In the listing below, the lines starting with the line with "ctx.lineJoin = 'round';" and going on through the line with "function stroke(path, color, width, dash)" are to be reproduced exactly, and only those.

## Records for this task

####################

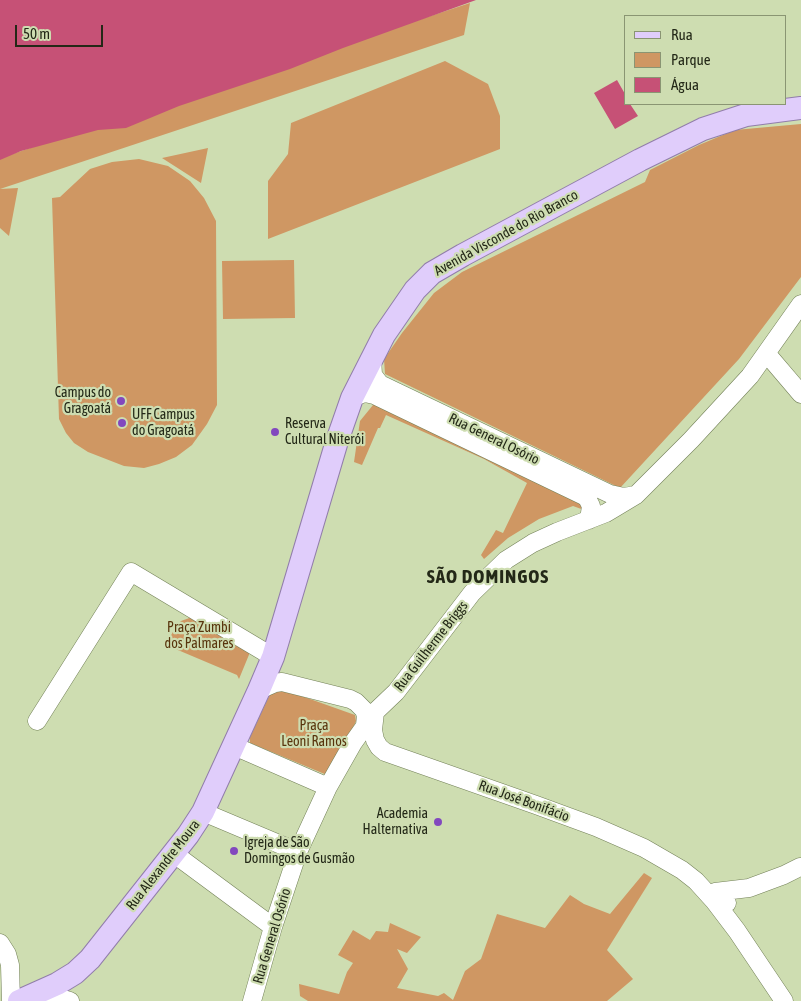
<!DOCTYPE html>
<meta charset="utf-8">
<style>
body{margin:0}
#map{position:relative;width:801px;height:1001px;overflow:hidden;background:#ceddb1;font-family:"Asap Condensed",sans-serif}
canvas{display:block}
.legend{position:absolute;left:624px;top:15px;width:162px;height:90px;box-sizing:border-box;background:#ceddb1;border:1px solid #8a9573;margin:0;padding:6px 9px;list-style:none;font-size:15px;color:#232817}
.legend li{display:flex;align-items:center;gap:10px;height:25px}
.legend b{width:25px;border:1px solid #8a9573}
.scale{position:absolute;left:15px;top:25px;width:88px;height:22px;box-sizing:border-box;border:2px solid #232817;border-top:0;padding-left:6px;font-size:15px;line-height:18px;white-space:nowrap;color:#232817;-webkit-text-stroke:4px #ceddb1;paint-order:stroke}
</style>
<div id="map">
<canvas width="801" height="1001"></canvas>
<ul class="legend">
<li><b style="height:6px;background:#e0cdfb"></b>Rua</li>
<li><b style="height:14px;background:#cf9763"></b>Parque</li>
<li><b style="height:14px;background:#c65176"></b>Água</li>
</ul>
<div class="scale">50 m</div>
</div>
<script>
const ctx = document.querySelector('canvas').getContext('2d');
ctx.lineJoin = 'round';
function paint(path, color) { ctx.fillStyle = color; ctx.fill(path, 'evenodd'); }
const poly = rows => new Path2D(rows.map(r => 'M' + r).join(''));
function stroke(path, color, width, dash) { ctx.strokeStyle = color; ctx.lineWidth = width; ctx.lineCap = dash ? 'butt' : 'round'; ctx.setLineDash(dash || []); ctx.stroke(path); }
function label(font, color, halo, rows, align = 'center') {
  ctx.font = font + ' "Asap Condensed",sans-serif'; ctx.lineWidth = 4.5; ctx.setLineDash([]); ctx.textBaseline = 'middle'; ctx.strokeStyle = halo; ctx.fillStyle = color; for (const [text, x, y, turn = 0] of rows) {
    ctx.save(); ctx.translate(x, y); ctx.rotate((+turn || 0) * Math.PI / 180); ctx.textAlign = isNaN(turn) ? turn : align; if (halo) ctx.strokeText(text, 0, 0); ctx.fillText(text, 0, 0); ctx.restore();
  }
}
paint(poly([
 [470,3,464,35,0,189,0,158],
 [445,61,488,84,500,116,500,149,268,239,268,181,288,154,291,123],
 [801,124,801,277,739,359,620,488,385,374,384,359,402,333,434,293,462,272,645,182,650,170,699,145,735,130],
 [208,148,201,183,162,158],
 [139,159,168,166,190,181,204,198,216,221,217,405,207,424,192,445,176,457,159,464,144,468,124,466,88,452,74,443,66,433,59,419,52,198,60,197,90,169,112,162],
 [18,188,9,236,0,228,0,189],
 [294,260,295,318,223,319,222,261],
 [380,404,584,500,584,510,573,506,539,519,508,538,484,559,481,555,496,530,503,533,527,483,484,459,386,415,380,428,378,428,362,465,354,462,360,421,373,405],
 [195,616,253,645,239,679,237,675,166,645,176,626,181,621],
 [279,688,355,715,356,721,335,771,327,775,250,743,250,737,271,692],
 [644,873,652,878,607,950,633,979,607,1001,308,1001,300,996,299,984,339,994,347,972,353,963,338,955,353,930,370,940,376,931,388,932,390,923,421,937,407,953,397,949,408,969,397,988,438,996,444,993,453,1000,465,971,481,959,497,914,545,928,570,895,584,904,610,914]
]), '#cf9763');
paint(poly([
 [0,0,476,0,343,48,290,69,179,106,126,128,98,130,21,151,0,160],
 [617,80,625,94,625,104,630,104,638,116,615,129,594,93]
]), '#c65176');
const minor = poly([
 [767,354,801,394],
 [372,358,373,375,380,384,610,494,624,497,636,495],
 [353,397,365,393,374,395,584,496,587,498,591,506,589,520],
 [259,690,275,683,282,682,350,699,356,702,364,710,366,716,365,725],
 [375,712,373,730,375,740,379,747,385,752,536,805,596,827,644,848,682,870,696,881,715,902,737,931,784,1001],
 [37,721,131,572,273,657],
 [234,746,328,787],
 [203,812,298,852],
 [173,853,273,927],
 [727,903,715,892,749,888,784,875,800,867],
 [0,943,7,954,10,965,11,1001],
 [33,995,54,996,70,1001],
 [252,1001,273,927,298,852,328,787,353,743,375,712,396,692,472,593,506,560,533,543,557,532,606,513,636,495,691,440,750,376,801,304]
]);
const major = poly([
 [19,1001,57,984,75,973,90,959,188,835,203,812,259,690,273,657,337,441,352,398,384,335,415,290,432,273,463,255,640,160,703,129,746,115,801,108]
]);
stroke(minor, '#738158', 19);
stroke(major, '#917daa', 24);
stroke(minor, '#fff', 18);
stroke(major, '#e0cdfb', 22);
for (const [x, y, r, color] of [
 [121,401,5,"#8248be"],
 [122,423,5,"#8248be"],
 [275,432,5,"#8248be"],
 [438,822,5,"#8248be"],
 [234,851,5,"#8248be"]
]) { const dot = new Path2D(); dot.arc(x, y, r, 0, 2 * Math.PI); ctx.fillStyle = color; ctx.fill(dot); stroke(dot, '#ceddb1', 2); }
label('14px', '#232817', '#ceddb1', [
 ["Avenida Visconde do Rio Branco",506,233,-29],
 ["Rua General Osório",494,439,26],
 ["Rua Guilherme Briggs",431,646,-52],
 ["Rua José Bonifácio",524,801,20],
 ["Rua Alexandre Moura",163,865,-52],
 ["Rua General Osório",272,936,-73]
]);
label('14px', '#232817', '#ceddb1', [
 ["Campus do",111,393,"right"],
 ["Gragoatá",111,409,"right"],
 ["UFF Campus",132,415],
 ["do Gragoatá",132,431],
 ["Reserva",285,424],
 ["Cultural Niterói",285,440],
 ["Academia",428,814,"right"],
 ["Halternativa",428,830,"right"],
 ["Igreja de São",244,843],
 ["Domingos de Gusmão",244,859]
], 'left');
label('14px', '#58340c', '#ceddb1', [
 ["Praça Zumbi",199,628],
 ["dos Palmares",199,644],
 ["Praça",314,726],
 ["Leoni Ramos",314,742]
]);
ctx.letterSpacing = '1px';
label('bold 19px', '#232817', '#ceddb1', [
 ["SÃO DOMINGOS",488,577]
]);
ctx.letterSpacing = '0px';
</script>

####################

## Exercise answer
ctx.lineJoin = 'round';
function paint(path, color) { ctx.fillStyle = color; ctx.fill(path, 'evenodd'); }
const poly = rows => new Path2D(rows.map(r => 'M' + r).join(''));
function stroke(path, color, width, dash) { ctx.strokeStyle = color; ctx.lineWidth = width; ctx.lineCap = dash ? 'butt' : 'round'; ctx.setLineDash(dash || []); ctx.stroke(path); }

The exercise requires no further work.